The deciding factor will be if throwing a load of hops into an English bitter makes a good beer? I wouldn’t sit down on an evening with Tactical Nuclear Penguin, but I enjoyed the experience. I guess the only way I’ll know with this one is to give it a go and taste it when the beer goes on sale at the Royal Oak in Wantage (from late January).
If I still lived in Oxfordshire I’d be making a short hop down past Oxford one evening, but unfortunately I can’t justify the trip from West Yorkshire, so I’ll have to rely on someone else’s tasting notes.
I’ll leave you with Garrett Olivers’s words, which seem kinda relevant:
“The hoppiest beer? It’s a fairly idiotic pursuit, like a chef saying, ‘This is the saltiest dish.’ Anyone can toss hops in a pot, but can you make it beautiful?”
If Pitstop Brewery get the record the real test will be if the beer actually tastes any good, but you have to admire the balls of a small brewery to give it a go. As a bit of fun, it’s got them a nice news story, as a serious pursuit, the proof will be in the pudding.Tags: bitter, bitterness, BrewDog, IBUs, pitstop brewery
I was just about to use the Garrett Oliver quote but you are one step ahead!
It’s a bit of fun and I like it. It’s got them some small publicity and I’m sure it’ll sell out (it bloody needs to, the amount of hops that have gone in!). Whether or not it’ll be drinkable… who knows! At least it’s a barley wine and not a session ale.
Then there’s the whole ‘but you can’t taste past 120IBU’ (or whatever) arguement. Or the fact that Mikkeller brewed a beer with 2007IBUs… And is this the actual IBU or theoretical IBU…
Good on them I say. I like the spirit they’ve one it in; they are smiling in pictures as if it’s some joke they are having, not aking themselves too seriously.
Five hundred IBU’s is slightly excessive, although IPA’s were brewed by Amsinck in the 19th century with 400 IBU’s and only 6.5% abv, but these were matured for 12 months or longer and low alpha acid hops were used. The use of low acid aroma hops and year long maturation produces a beer which is not too unbalanced.

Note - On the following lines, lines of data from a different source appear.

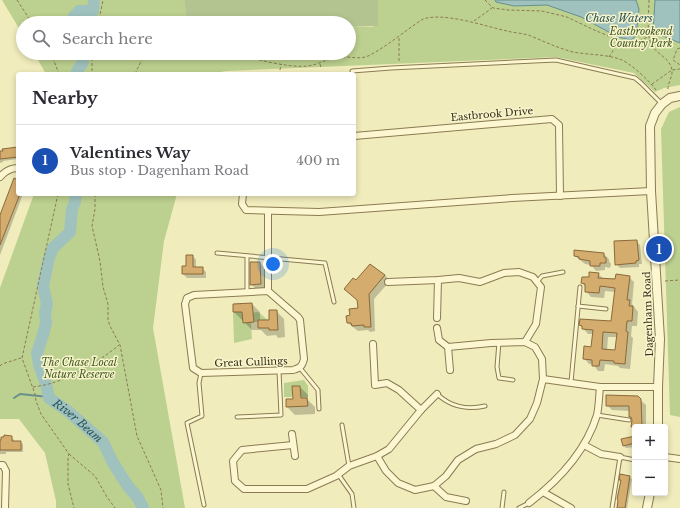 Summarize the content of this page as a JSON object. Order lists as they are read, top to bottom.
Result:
{
  "streets": {
    "street": ["Eastbrook Drive", "Dagenham Road", "Great Cullings"]
  },
  "water": ["Chase Waters", "River Beam"],
  "parks": ["Eastbrookend Country Park", "The Chase Local Nature Reserve"],
  "page": {
    "search": "Search here",
    "heading": "Nearby",
    "list": [
      {
        "mark": "1",
        "name": "Valentines Way",
        "note": "Bus stop · Dagenham Road",
        "value": "400 m"
      }
    ],
    "pins": "1",
    "map_buttons": ["+", "−"]
  }
} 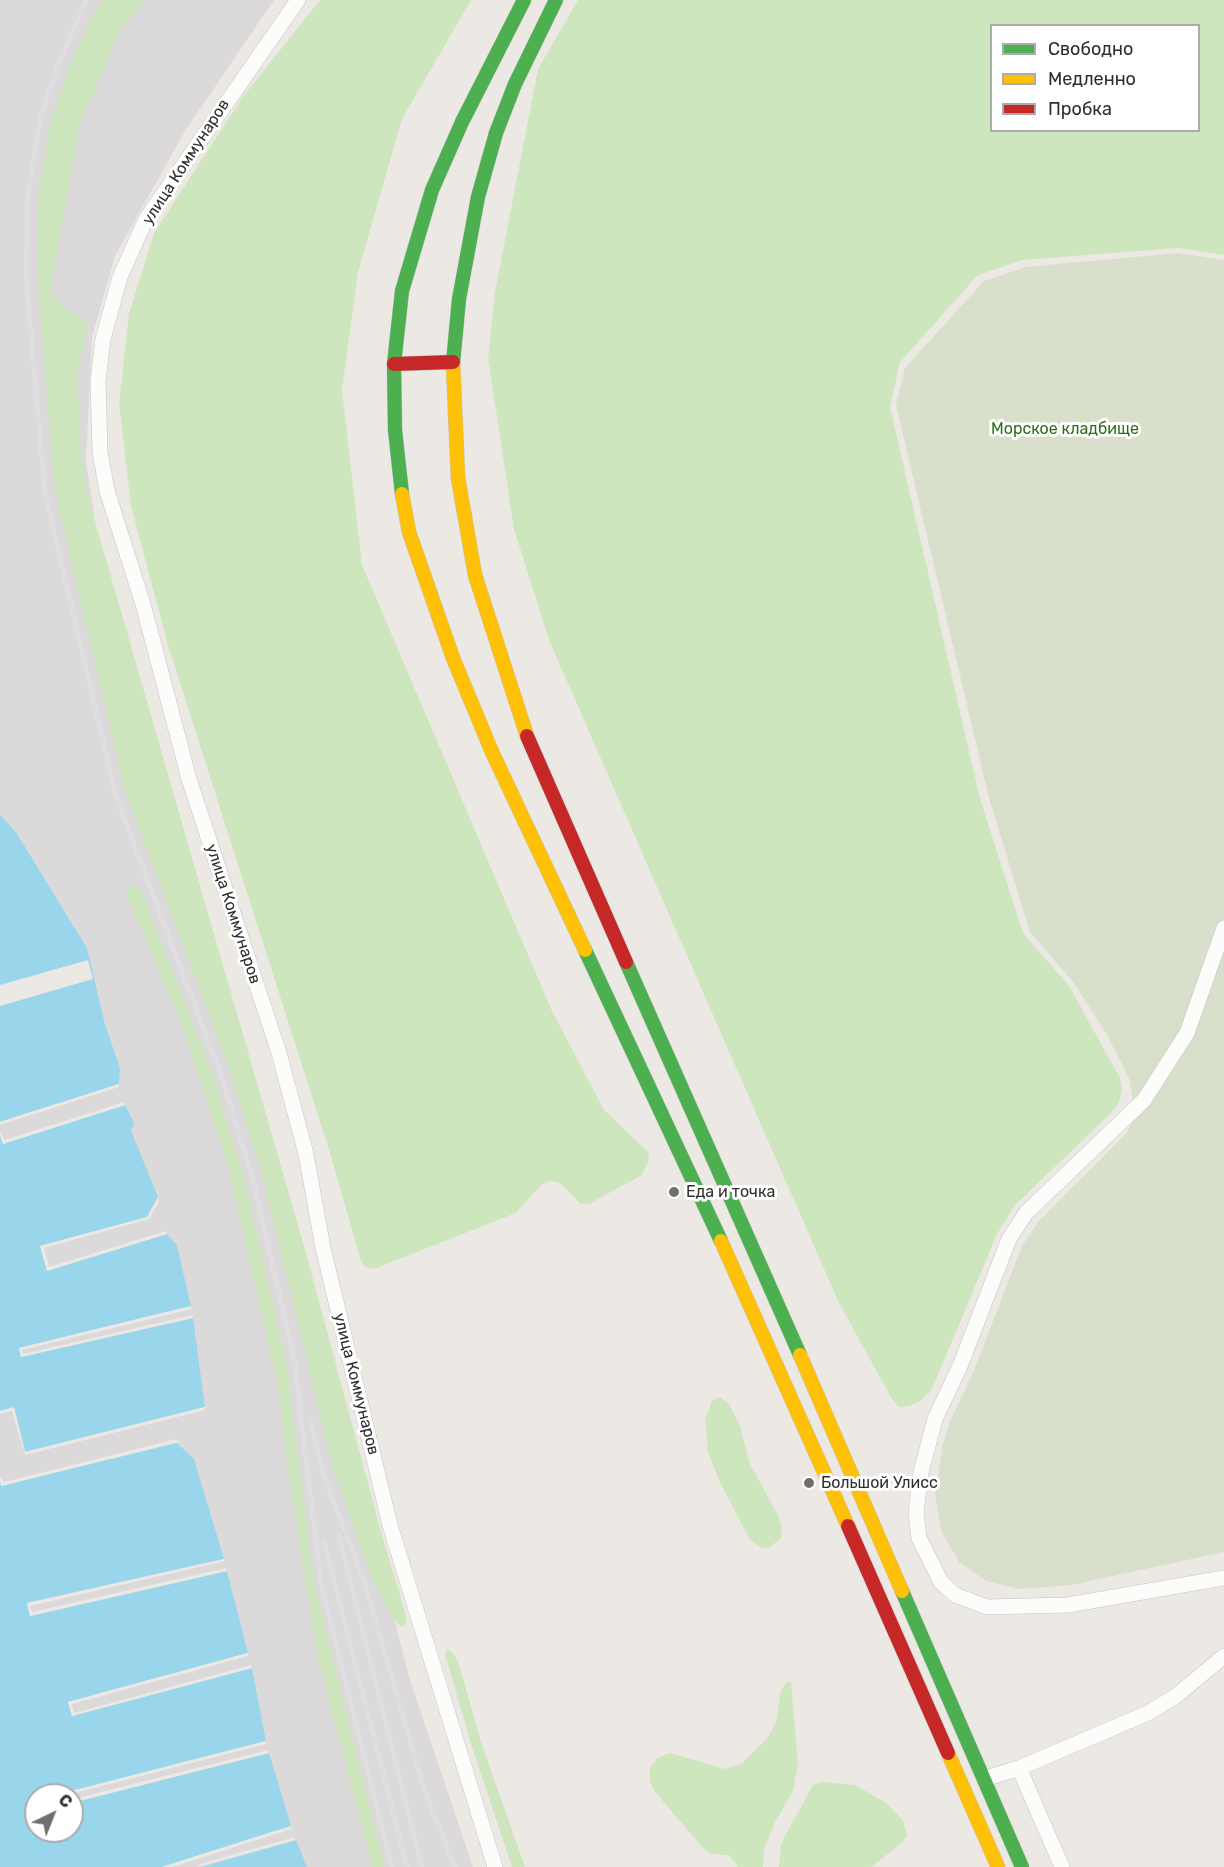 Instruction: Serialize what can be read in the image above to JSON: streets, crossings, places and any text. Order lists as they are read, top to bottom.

Personally, I would just save myself money by brewing an IPA using 20% aa hops instead of bucket loads of 3% hops, so half the wort wouldn’t be soaked up by the hops and then I would bottle it young to avoid 12 months storage and sell it to beer afficionados for big bucks who don’t mind paralysing their tastebuds for the night.
Got to go, my tea’s getting cold and it needs another 20 lumps of sugar.